Reste à voir si cette vague descendra dans la rue. L’époque a en effet changé, même si certaines revendications restent (malheureusement) d’actualité. Et Véronique Pouillard de citer en exemples les femmes politiciennes ou les jeunes filles de quartiers sensibles qui osent peu s’habiller court, de peur des critiques sexistes.  » Depuis cinquante ans, elles sont tiraillées entre l’amour de la mode et de l’esthétisme, l’envie de séduire ou d’être libres de leurs pulsions.
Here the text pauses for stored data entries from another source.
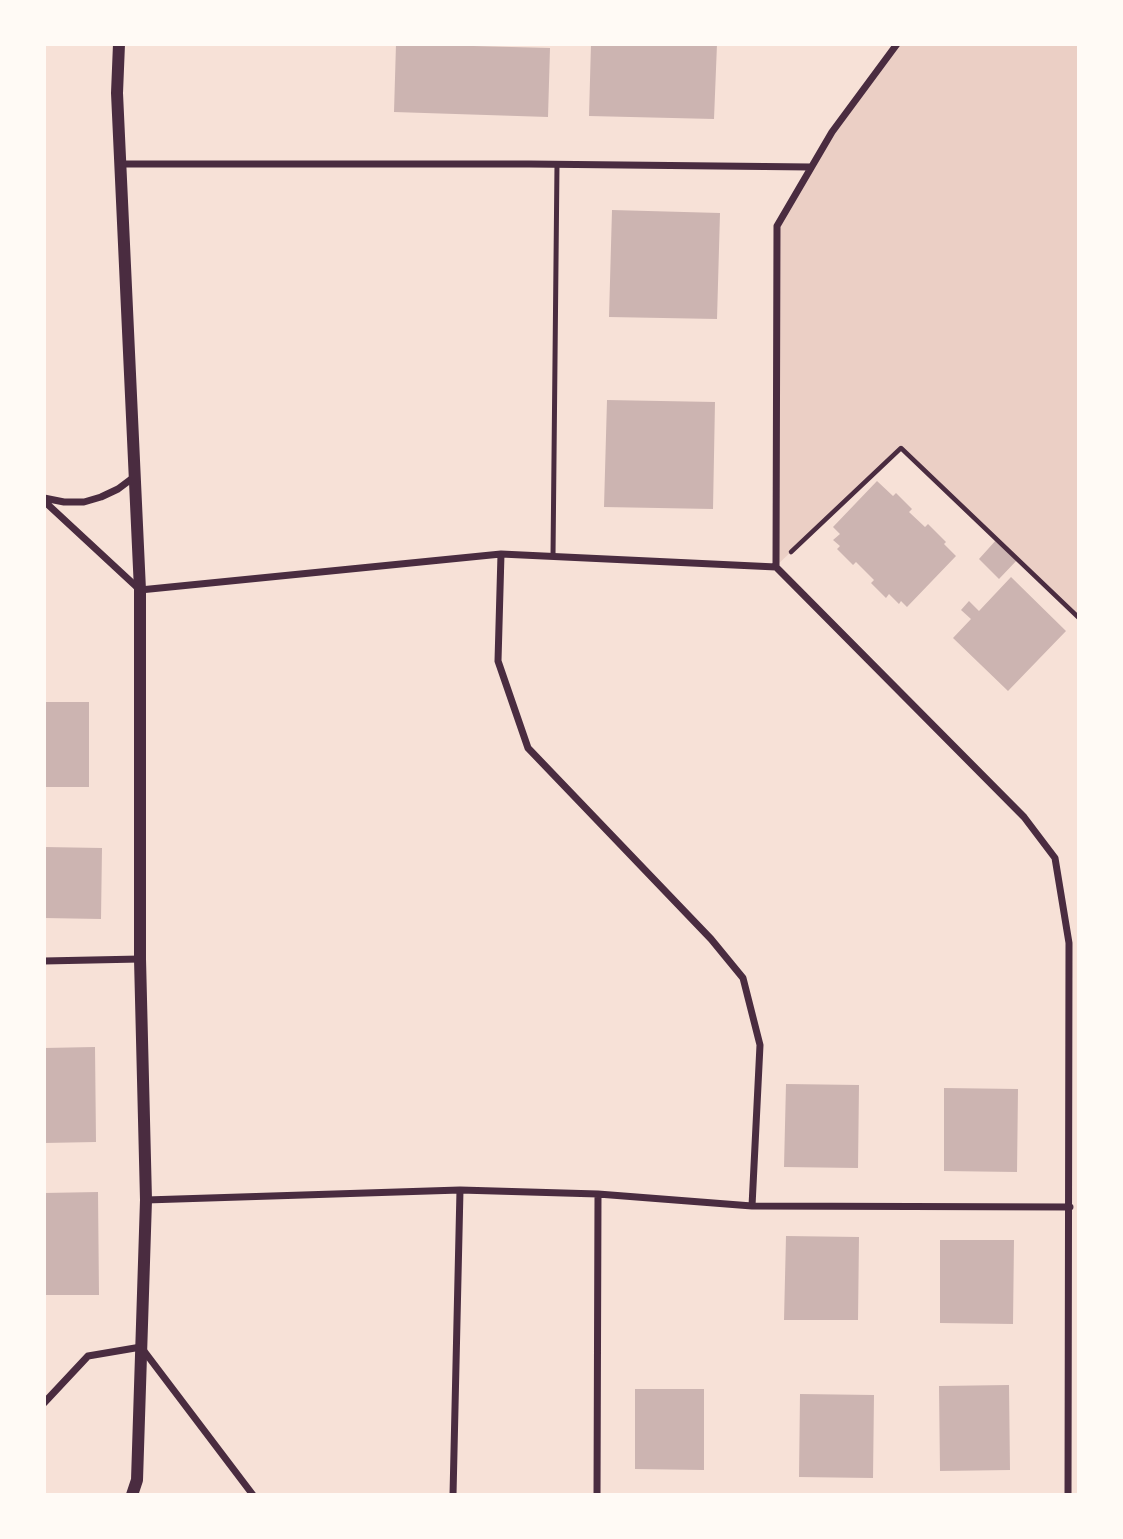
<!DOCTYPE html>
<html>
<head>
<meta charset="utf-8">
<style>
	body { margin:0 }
	#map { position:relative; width:1123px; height:1539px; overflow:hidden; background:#f7e1d7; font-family:Raleway,sans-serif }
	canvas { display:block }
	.frame { position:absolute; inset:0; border:46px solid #fffaf5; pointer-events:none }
</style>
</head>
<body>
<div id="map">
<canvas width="1123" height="1539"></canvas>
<div class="frame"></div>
</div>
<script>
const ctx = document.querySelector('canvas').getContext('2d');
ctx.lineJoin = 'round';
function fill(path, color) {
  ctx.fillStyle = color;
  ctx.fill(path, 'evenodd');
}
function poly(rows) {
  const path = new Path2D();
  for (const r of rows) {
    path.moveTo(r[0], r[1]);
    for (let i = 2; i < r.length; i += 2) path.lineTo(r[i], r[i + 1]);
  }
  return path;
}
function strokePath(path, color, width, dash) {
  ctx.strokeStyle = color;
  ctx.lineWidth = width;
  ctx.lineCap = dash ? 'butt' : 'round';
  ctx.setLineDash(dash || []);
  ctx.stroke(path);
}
fill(poly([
	[897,44,1079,44,1079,618,901,448,776,566,777,226,832,132]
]), '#ebcfc5');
fill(poly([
	[396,44,550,48,548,117,394,112],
	[591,44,717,44,714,119,589,116],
	[612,210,720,213,717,319,609,317],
	[607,400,715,402,713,509,604,507],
	[877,481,893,496,896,493,912,509,909,512,925,527,928,524,946,542,944,544,956,556,907,607,901,601,899,604,889,594,886,598,871,583,874,580,856,562,853,565,837,549,840,546,833,540,840,534,833,527],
	[997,539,1018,559,999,579,979,559],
	[1011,577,1066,631,1008,691,953,638,971,619,961,610,969,601,979,611],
	[44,702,89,702,89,787,44,787],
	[44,847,102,848,101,919,44,918],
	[95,1047,96,1142,44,1143,44,1048],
	[786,1084,859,1085,858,1168,784,1167],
	[944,1088,1018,1089,1017,1172,944,1171],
	[98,1192,99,1295,44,1295,44,1193],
	[786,1236,859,1237,858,1320,784,1320],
	[940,1240,1014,1240,1013,1324,940,1323],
	[1009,1385,1010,1470,940,1471,939,1386],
	[635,1389,704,1389,704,1470,635,1469],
	[800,1394,874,1395,873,1478,799,1477]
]), '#ccb4b1');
strokePath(poly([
	[791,552,901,448,1079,618]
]), '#4a2c40', 4.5);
strokePath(poly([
	[553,556,557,164]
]), '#4a2c40', 5);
strokePath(poly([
	[120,164,529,164,811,167],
	[44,498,64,502,84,502,101,497,118,489,134,477],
	[44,501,140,590,501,554,776,567,1024,817,1055,858,1069,943,1068,1495],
	[501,554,498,661,528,748,711,939,743,978,760,1045,752,1206],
	[776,567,777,226,832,132,897,44],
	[44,961,140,959],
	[146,1200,460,1190,598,1194,752,1206,1070,1207],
	[44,1403,88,1356,141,1347,253,1495],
	[453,1495,460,1190],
	[597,1495,598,1194]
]), '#4a2c40', 7);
strokePath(poly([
	[119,44,117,93,140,590,140,959,146,1200,137,1480,132,1495]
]), '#4a2c40', 12);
</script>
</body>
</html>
Et, d’autre part, le poids de la contrainte sociale, avec le regard d’autrui qui les transforme en proie.  » Car c’est un fait, ce look est encore difficile à adopter, tant il confond féminité et apparence sexy.  » Trop souvent, les victimes de propos dégradants se voient reprocher leur manière de s’habiller, qui inciterait un comportement déplacé. Chacun devrait bénéficier du droit à s’habiller comme il le souhaite, sans que ce soit perverti par quelque violence que ce soit ! « , conclut l’historienne belge en poste à Oslo. Histoire que la minijupe soit enfin un vêtement comme les autres…

PAR CATHERINE PLEECK

 » Structurellement, cette pièce possède quelque chose d’érotique. Elle attire le regard de l’homme vers le sexe de la femme.  »

 » Chacun devrait bénéficier du droit à s’habiller comme il le souhaite.  »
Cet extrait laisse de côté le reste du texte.